The application is written in PHP and is backed by a MySQL database. It doesn’t use a framework or a caching mechanism. The source code can be found on Amtgard’s GitHub.
It has great potential. There is a lot of awesome hidden in that code. But there’s also a lot of things that need to be fixed, and others that need to be iterated on.
After several months of working (on Saturdays, usually) on doing a complete rewrite of the UI from scratch in Laravel, I decided that the better move would be to fully own the existing code and bring it up to modern standards. By doing this, I get more buy-in from stakeholders and build trust for the future, but more importantly, gain a much deeper understanding of how the system is intended to work, not just how it appears to work.
One of the ways in which I’ll be doing this is by blogging about the work I’m doing on the ORK from time to time.

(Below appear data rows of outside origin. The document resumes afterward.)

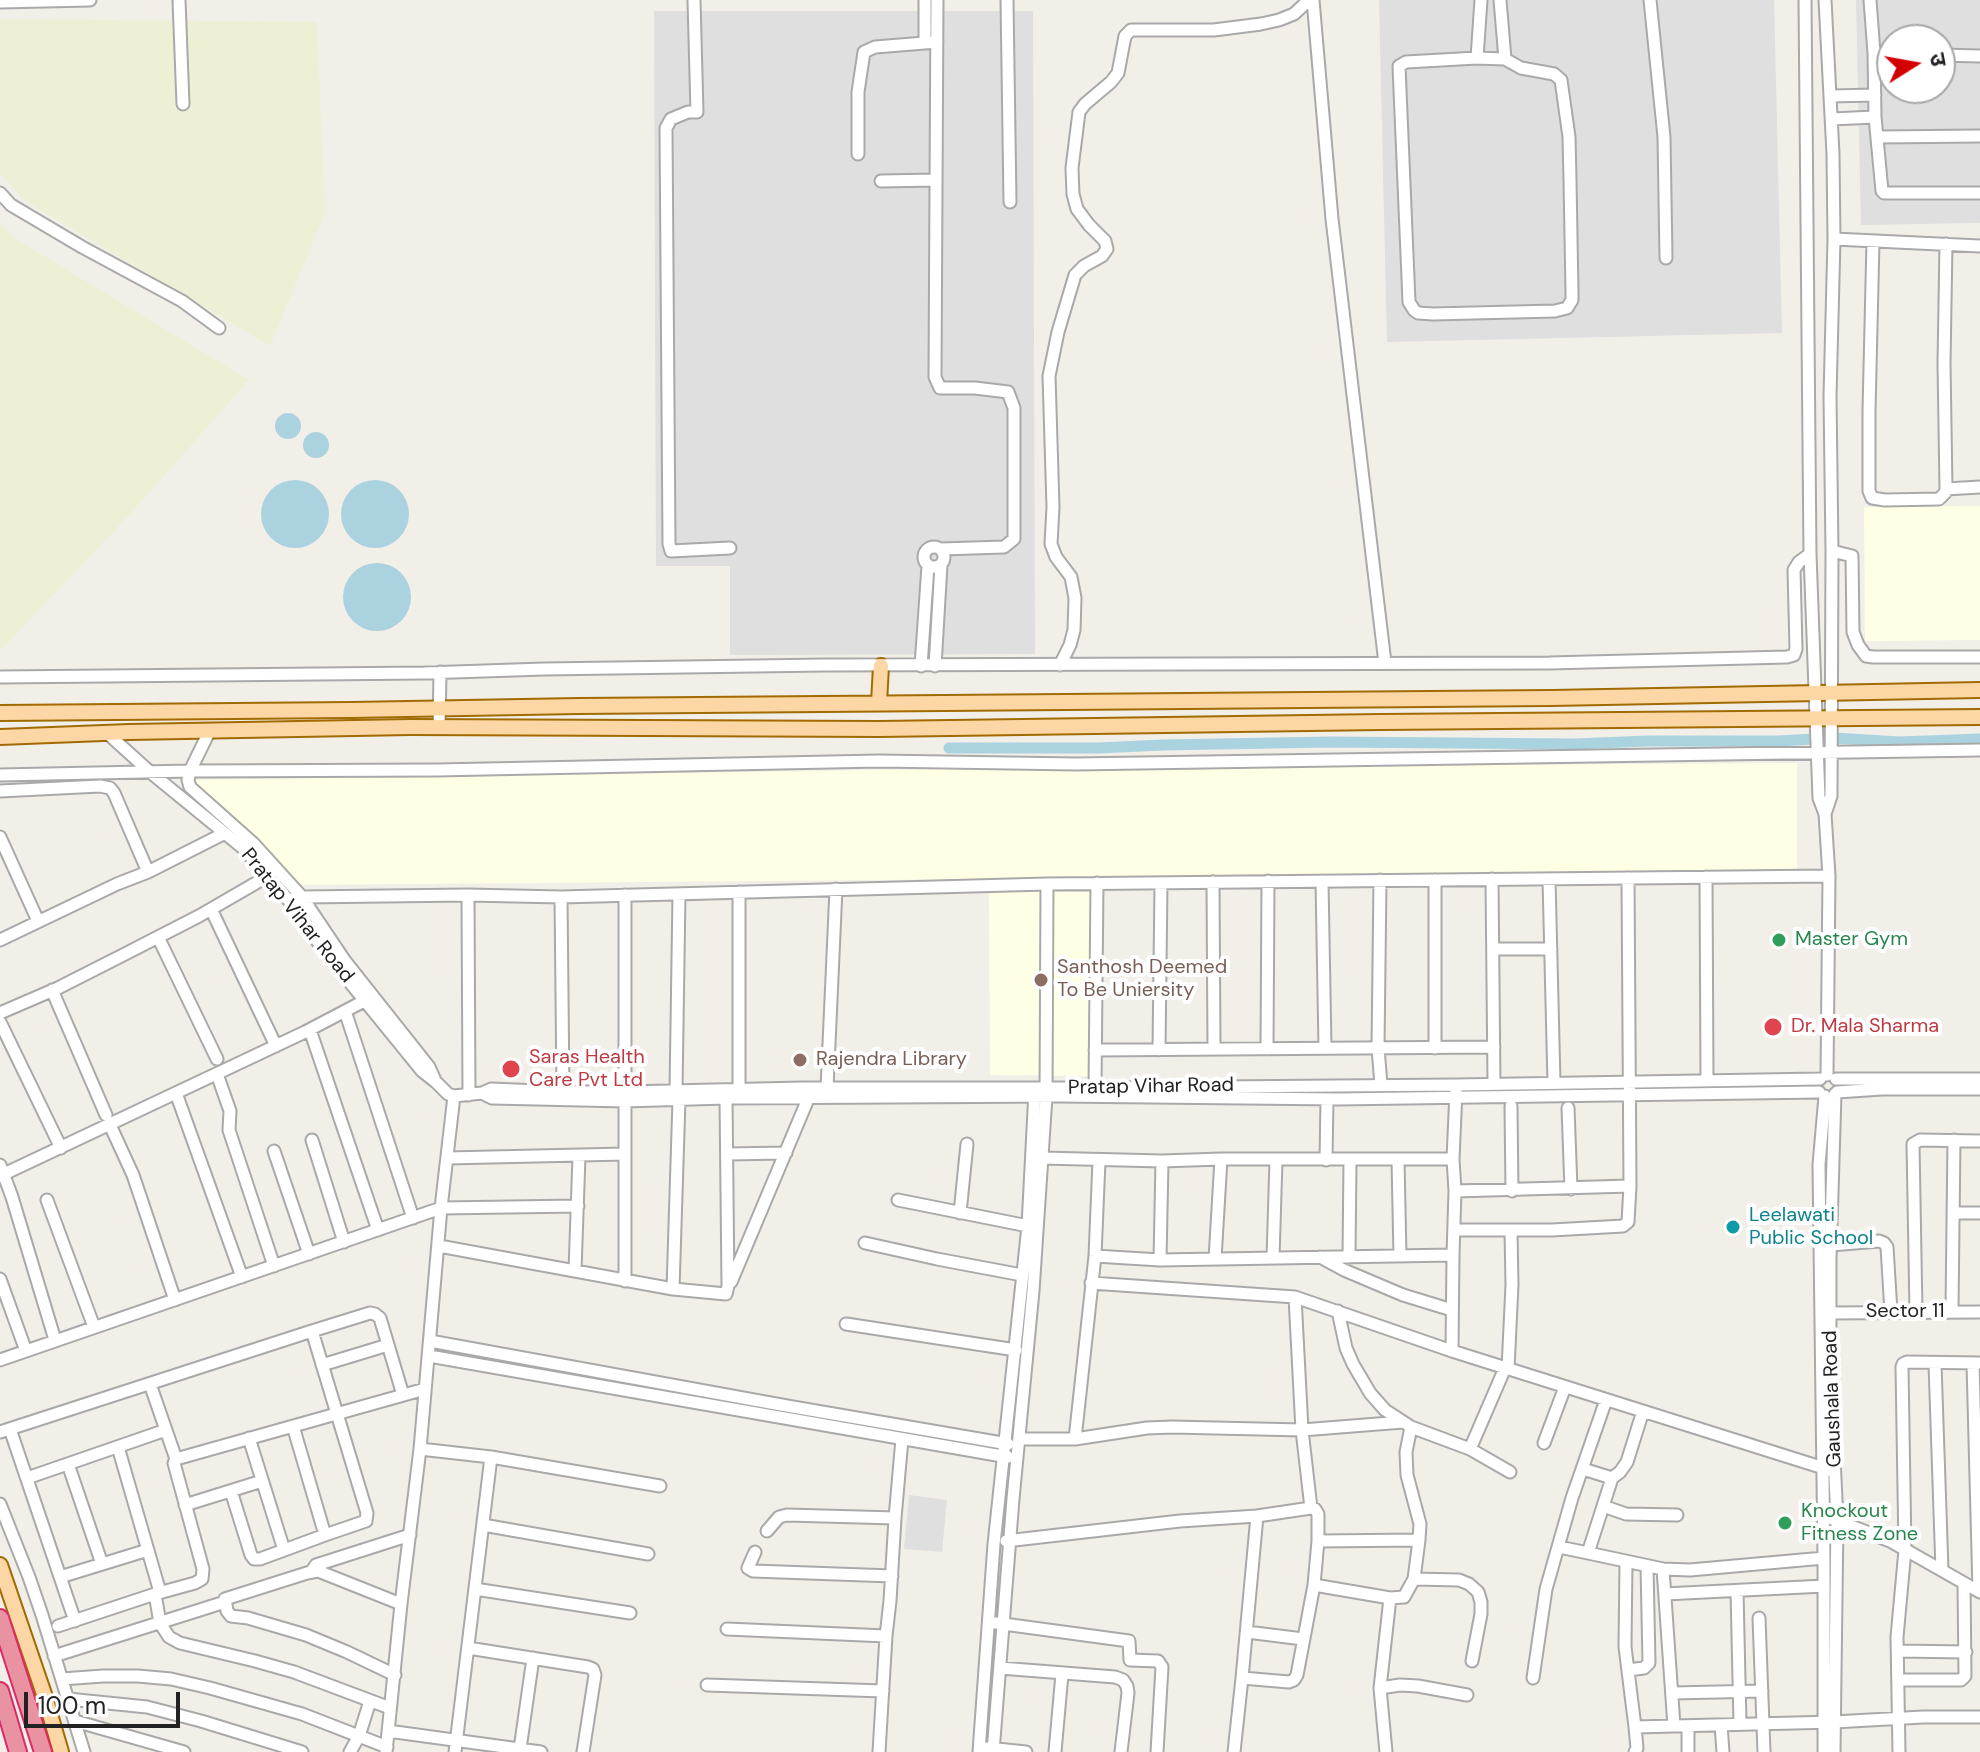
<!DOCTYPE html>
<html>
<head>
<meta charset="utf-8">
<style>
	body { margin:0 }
	#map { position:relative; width:1980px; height:1752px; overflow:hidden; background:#f2efe9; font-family:"DM Sans","Noto Sans Devanagari",sans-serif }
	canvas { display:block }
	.north { position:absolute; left:1876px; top:24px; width:80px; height:80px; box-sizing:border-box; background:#fff; border:2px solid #a7a7a7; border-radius:50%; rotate:79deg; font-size:22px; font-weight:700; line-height:32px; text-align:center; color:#222 }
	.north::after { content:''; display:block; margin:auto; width:28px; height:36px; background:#d40000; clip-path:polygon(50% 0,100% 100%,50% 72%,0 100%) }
	.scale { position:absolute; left:24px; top:1692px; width:156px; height:36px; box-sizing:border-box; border:4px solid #222; border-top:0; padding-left:10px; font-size:24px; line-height:28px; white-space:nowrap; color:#222; -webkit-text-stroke:6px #fff; paint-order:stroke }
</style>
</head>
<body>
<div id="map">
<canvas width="1980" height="1752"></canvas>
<div class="north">उ</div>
<div class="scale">100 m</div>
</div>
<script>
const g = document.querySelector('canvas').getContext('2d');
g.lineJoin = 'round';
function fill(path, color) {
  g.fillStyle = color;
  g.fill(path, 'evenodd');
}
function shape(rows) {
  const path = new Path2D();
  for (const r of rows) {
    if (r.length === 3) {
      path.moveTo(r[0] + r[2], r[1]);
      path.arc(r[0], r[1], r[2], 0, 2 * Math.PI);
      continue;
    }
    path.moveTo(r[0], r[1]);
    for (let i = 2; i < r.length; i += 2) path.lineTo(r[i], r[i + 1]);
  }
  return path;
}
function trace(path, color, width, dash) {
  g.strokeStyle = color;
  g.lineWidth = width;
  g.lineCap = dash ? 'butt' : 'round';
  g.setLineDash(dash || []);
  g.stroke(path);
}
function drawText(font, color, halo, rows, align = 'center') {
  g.font = font + ' "DM Sans",sans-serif';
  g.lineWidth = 8;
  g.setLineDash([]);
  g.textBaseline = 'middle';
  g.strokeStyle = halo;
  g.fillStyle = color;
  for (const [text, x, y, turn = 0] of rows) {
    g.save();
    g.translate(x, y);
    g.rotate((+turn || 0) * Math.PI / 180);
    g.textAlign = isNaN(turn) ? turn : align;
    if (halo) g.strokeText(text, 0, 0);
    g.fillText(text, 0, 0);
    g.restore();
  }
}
const residential = shape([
	[1379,0,1774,0,1782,333,1387,342],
	[1856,0,1980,0,1980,223,1861,225],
	[1892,40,1940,40,1940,88,1892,88],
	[654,11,1033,11,1035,654,730,655,730,566,656,566],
	[909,1495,947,1500,942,1552,904,1549]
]);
const education = shape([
	[1980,506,1980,640,1865,641,1864,507],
	[1797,763,1797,874,1091,879,1092,1076,990,1075,989,879,294,885,202,796,192,780,1016,768]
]);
const farmland = shape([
	[5,19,317,22,325,213,270,346,25,201,0,173,0,21],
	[0,223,16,239,249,380,132,512,0,651]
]);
const water = shape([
	[288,426,13],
	[316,445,13],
	[295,514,34],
	[375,514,34],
	[377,597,34]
]);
const canal = shape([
	[949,748,1098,748,1163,745,1330,742,1576,744,1647,741,1778,741,1833,738,1900,742,1980,739]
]);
const minor = shape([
	[179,0,183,104],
	[694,0,697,112,688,112,671,119,666,128,669,544,671,551,730,548],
	[925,0,925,43],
	[937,0,935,377,940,388,975,388,1008,392,1014,408,1014,539,1004,547,941,549],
	[1007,0,1010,202],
	[1313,0,1332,219,1385,663],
	[1500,0,1505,59],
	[1650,0,1664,137,1666,258],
	[1805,0,1810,554,1819,798,1825,814,1829,876,1827,1075],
	[1870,0,1874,53],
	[0,2,90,0],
	[1892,53,1874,53,1875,117,1882,191,1884,193,1980,193],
	[1940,55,1980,56],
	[1477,58,1505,59,1521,68,1554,74,1561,80,1569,137,1570,180,1572,292,1572,300,1567,308,1555,311,1433,314,1418,313,1414,310,1409,302,1399,66,1406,62,1477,58],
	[1477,58,1481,0],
	[1831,96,1875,95],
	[1832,119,1875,117],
	[1878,137,1980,136],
	[858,154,858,92,864,52,875,47,937,42],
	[881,181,936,180],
	[0,193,11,205,82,247,182,301,219,328],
	[1834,239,1980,246],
	[1873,241,1869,411,1869,491,1872,498,1885,500,1939,499,1945,493,1946,489,1944,363,1946,244],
	[1946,489,1980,487],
	[934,557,10],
	[1832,551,1852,556,1853,632,1858,645,1866,656,1873,657,1980,657],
	[1060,665,1070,645,1074,630,1075,598,1071,577,1056,557,1051,544,1053,507,1049,376,1058,332,1075,275,1084,266,1102,256,1107,249,1105,241,1089,225,1077,209,1073,194,1072,168,1079,112,1085,104,1111,82,1118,73,1125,36,1131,30,1214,30,1261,24,1279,20,1294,14,1309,0],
	[921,666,928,566],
	[935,666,941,565],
	[0,677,424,673,544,669,825,665,1549,663,1787,657,1794,655,1796,649,1794,570,1799,562,1810,554],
	[439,727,440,672],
	[210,730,190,771,188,780,190,787,253,843,302,897,345,961,429,1067,434,1078],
	[107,733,150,772,243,848,292,904,322,948,422,1071,436,1082,448,1094,454,1096,482,1093,491,1089,563,1092,625,1092,803,1088,1095,1088,1456,1085,1820,1079],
	[0,775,190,771,437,770,879,761,1076,764,1980,750],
	[0,791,100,786,110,788,114,793,148,872],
	[1825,814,1831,796,1832,551,1830,396,1834,239,1833,154,1825,0],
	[0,837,38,921],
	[1706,877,1707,1081],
	[1492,879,1494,1084],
	[1549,879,1554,1083],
	[1380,880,1378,1048,1381,1085],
	[1322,881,1325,1048],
	[1213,882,1214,1049],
	[739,892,739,1090],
	[468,895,469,1095],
	[625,895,625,1281],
	[561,897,563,1092],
	[292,904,302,897,468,895,561,897,1047,884,1829,876],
	[211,909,276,1046],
	[158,937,217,1059],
	[0,940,117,884,148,872,225,833],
	[1493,949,1551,949],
	[52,990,106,1115],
	[345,1011,413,1218],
	[0,1013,58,988,125,954,199,916,268,876],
	[0,1022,61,1148],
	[310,1030,378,1230],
	[1435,1048,1435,880],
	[1267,1049,1268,881],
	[1095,1050,1494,1047],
	[1159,1050,1161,883],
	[217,1074,230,1111,229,1130,274,1266],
	[1836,1079,1980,1079],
	[827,1088,836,889],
	[1095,1088,1097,883],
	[676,1091,679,894],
	[1837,1092,1882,1089,1980,1089],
	[176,1093,242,1277],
	[482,1093,492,1098,625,1101,726,1098,1058,1096,1338,1099,1819,1092],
	[1511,1106,1512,1191],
	[1568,1108,1571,1189],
	[110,1125,133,1175,175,1300],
	[312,1140,344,1242],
	[274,1151,309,1254],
	[727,1154,786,1153],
	[447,1158,625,1154],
	[1042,1158,1162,1161,1221,1159,1453,1159],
	[1326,1160,1327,1099],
	[1398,1160,1400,1256],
	[0,1165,12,1197,55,1340],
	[4,1174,305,1032,366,1000],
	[1455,1191,1630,1186],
	[47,1200,94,1327],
	[898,1200,1028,1226],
	[960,1213,967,1144],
	[1953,1213,1980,1213],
	[1454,1230,1552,1230,1623,1226,1628,1222,1630,1186,1628,878],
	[865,1243,937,1259,1022,1275],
	[1831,1245,1879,1241,1884,1243,1887,1247,1891,1312],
	[439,1246,673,1289,726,1294,728,1286,726,1098],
	[1095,1256,1160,1260,1453,1255],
	[1320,1257,1344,1270,1403,1295,1452,1310],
	[1349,1257,1350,1160],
	[1273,1258,1276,1160],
	[1215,1259,1221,1159],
	[1160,1260,1162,1161],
	[575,1271,579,1156],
	[0,1279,26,1351],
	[731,1282,808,1099],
	[1091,1283,1295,1297,1452,1351,1453,1255,1455,1191,1453,1159,1456,1091],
	[673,1289,679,1100],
	[1952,1309,1954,1140],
	[1338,1311,1346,1348,1353,1364,1370,1393,1385,1410,1411,1427,1470,1449,1510,1472],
	[1916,1312,1913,1144,1920,1140,1980,1141],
	[1830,1313,1980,1312],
	[846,1324,1016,1350],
	[312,1331,370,1313,375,1314,380,1318,403,1395],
	[430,1341,787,1406,1008,1444],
	[1452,1351,1830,1470],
	[429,1356,1008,1457],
	[0,1360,441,1208,578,1206],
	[1973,1363,1979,1591],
	[1935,1364,1942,1570],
	[322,1365,388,1345],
	[1508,1369,1512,1285,1511,1230],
	[150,1384,176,1459],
	[1643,1411,1627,1462,1620,1472,1612,1478,1588,1553,1663,1569,1690,1570,1824,1558],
	[1411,1427,1406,1452,1407,1475,1420,1524,1419,1540],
	[10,1429,75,1621],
	[0,1432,312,1331,367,1513,366,1521,325,1535,293,1426],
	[249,1438,284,1550],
	[1019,1439,1075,1439,1147,1428,1172,1427,1302,1430,1403,1422],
	[1075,1439,1095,1256,1099,1161],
	[1544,1443,1565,1387],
	[118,1447,160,1592],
	[420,1449,491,1457,455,1752],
	[1470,1449,1505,1368],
	[491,1457,660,1486],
	[68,1464,102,1564],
	[1583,1469,1612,1478],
	[27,1478,166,1430],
	[231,1491,251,1555,254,1559,260,1559,325,1535],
	[0,1504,29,1577,42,1615,84,1752],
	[185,1505,262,1481],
	[1603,1506,1626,1514,1677,1515],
	[1257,1516,1311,1508],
	[1830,1518,1890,1541,1980,1592],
	[483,1525,648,1554],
	[767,1531,779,1517,787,1515,895,1518],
	[1006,1541,1180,1521,1257,1516,1242,1678],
	[1559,1547,1588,1553],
	[755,1552,748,1568,753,1571,892,1576],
	[1626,1562,1625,1647,1635,1727],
	[1663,1569,1674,1726],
	[311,1572,316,1565,410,1535],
	[60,1577,148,1550],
	[1414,1579,1459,1580,1469,1584,1478,1592,1481,1602,1481,1614,1472,1661],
	[1314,1585,1390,1598,1404,1597,1414,1579,1419,1540,1318,1541],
	[475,1589,630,1613],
	[1737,1591,1740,1724],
	[155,1594,160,1623,169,1637,180,1643,255,1661,294,1672,390,1708],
	[1665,1594,1824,1586],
	[1759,1618,1764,1752],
	[989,1622,1129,1641,1130,1660,1158,1661,1162,1667,1157,1752],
	[58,1626,155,1594,195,1583,202,1579,203,1569,174,1463,176,1459,425,1389],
	[727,1629,886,1636],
	[1247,1632,1303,1639],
	[468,1648,588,1667,593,1669,595,1675,583,1752],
	[1898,1651,1966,1652],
	[54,1656,225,1602],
	[1000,1668,1115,1677,1123,1680,1127,1686,1128,1693,1121,1752],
	[1628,1670,1644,1668,1649,1663,1647,1566],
	[395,1675,347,1652,306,1635,248,1618,231,1616,227,1611,225,1599,307,1573,318,1571,401,1604],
	[1533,1678,1546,1589,1572,1498,1606,1400],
	[62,1679,103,1676,138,1676,171,1679,210,1688,302,1714,387,1747],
	[1898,1680,1961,1680,1965,1676,1964,1583],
	[707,1685,883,1691],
	[1380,1688,1400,1685,1418,1686,1467,1695],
	[1673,1693,1762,1691],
	[68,1699,147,1707,201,1721,302,1752],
	[75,1721,184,1752],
	[1721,1725,1723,1752],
	[1688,1726,1688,1752],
	[388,1731,541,1752],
	[987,1748,1026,1752],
	[520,1749,533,1658],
	[350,1752,359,1736,370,1701],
	[386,1752,401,1604,420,1449,441,1208,454,1096],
	[879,1752,886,1636,890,1601,895,1518,902,1439],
	[979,1752,994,1544,1028,1226,1035,1091],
	[993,1752,1013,1499,1033,1291,1046,1097,1047,884],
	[1055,1752,1062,1674],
	[1234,1752,1242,1678,1289,1682,1294,1680,1297,1675,1314,1585,1318,1541,1318,1514,1315,1509,1311,1508,1302,1430,1295,1297],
	[1386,1752,1380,1688,1390,1598],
	[1635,1752,1637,1748,1635,1727,1834,1722,1923,1717,1980,1717],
	[1824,1752,1824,1558,1819,1165,1825,1096],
	[1834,1752,1837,1520,1830,1375,1830,1259,1835,1094],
	[1899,1752,1897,1637,1905,1550,1902,1367,1903,1364,1907,1362,1980,1363]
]);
const major = shape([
	[879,703,881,666],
	[0,713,351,710,579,706,1551,698,1980,690],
	[0,737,129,732,411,727,879,729,1381,722,1980,717],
	[0,1565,45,1697,61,1752]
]);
const highway = shape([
	[0,1618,43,1752],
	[0,1691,18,1752]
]);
const markers = [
	[1779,940,8,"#2e9e5b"],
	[1041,980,8,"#8d6e63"],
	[1773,1027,10,"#e0444e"],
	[800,1060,8,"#8d6e63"],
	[511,1069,10,"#e0444e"],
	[1733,1227,8,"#0f9aa8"],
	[1785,1523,8,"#2e9e5b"]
];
const streetNames = [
	["Pratap Vihar Road",297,916,51],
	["Pratap Vihar Road",1151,1087,-1],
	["Sector 11",1905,1312],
	["Gaushala Road",1833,1399,-92]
];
const leisureNames = [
	["Master Gym",1795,940],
	["Knockout",1801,1512],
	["Fitness Zone",1801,1535]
];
const educationNames = [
	["Santhosh Deemed",1057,968],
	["To Be Uniersity",1057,991],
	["Rajendra Library",816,1060]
];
const healthNames = [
	["Dr. Mala Sharma",1791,1027],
	["Saras Health",529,1058],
	["Care Pvt Ltd",529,1081]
];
const cultureNames = [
	["Leelawati",1749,1216],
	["Public School",1749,1239]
];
fill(residential, '#e0dfdf');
fill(education, '#ffffe5');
fill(farmland, '#eef0d5');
fill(water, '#aad3df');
trace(canal, '#aad3df', 11);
trace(minor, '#a9a9a9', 15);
trace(major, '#a06b00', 18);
trace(highway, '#dc2a67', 20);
trace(minor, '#fff', 11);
trace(major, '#fcd6a4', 14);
trace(highway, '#e892a2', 16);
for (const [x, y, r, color] of markers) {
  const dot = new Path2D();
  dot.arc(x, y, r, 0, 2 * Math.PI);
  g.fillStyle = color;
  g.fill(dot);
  trace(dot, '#fff', 3);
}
drawText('20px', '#222', '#fff', streetNames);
drawText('20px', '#27864d', '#fff', leisureNames, 'left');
drawText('20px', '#785e54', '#fff', educationNames, 'left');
drawText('20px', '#be3a42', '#fff', healthNames, 'left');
drawText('20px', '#0d838f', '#fff', cultureNames, 'left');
</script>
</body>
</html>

This is the first such post.
There are three big issues which I’m concentrating on first.
Autoloading, Standards Compliance, and Dependency Management
The current version of the code has its own autoloader and organizes most of its code in classes. However, it doesn’t use namespacing and doesn’t even come close to the PSR-4 specification set out by PHP-FIG. It also checks its dependencies into the repo itself, without versioning or documentation. I intend to bring the entire code base into line with PSR-4 and convert it to using Composer to manage dependencies.
As an attendant update that fits in well with making the code base PSR-4 compliant, I also intend to make it PSR-1 compliant.
A New ORM: Propel
The current ORM is a very, very old one that makes use of deprecated MySQL functions. I plan to replace this with Propel, a modern ORM. It still uses the ActiveRecord pattern that the old ORM uses, so the transition should be less onerous than it would be if I used Doctrine instead.
A New Templating Engine
Currently the system uses a house-built templating engine. I plan to replace this with Twig, a well-known and well-supported templating engine for PHP. Though the PSR-4 task has the most thought involved, this task has the most mind-numbing busywork, since I’ll have to convert all of the .tpl files (which use raw PHP) into .twig files. I’m greatly looking forward to the end result, however.
Where does ORK 4 fit in all this?
You might question how my work on ORK 3.5/ORK 4 fits in with all of this effort on ORK 3. One of the deliverables for ORK 4 is a JSON API that replaces the ORK 3 JSON API. If I do all of the work specified above, then writing a new ORK API from scratch will be unnecessary. However, I have not yet dug into the code for the current API, so I might reverse this position.
ORK 4, rather than replacing ORK 3, will build on top of it. At the moment, though, how that will be done is a bit nebulous. We’ll see where we’re at after the above changes.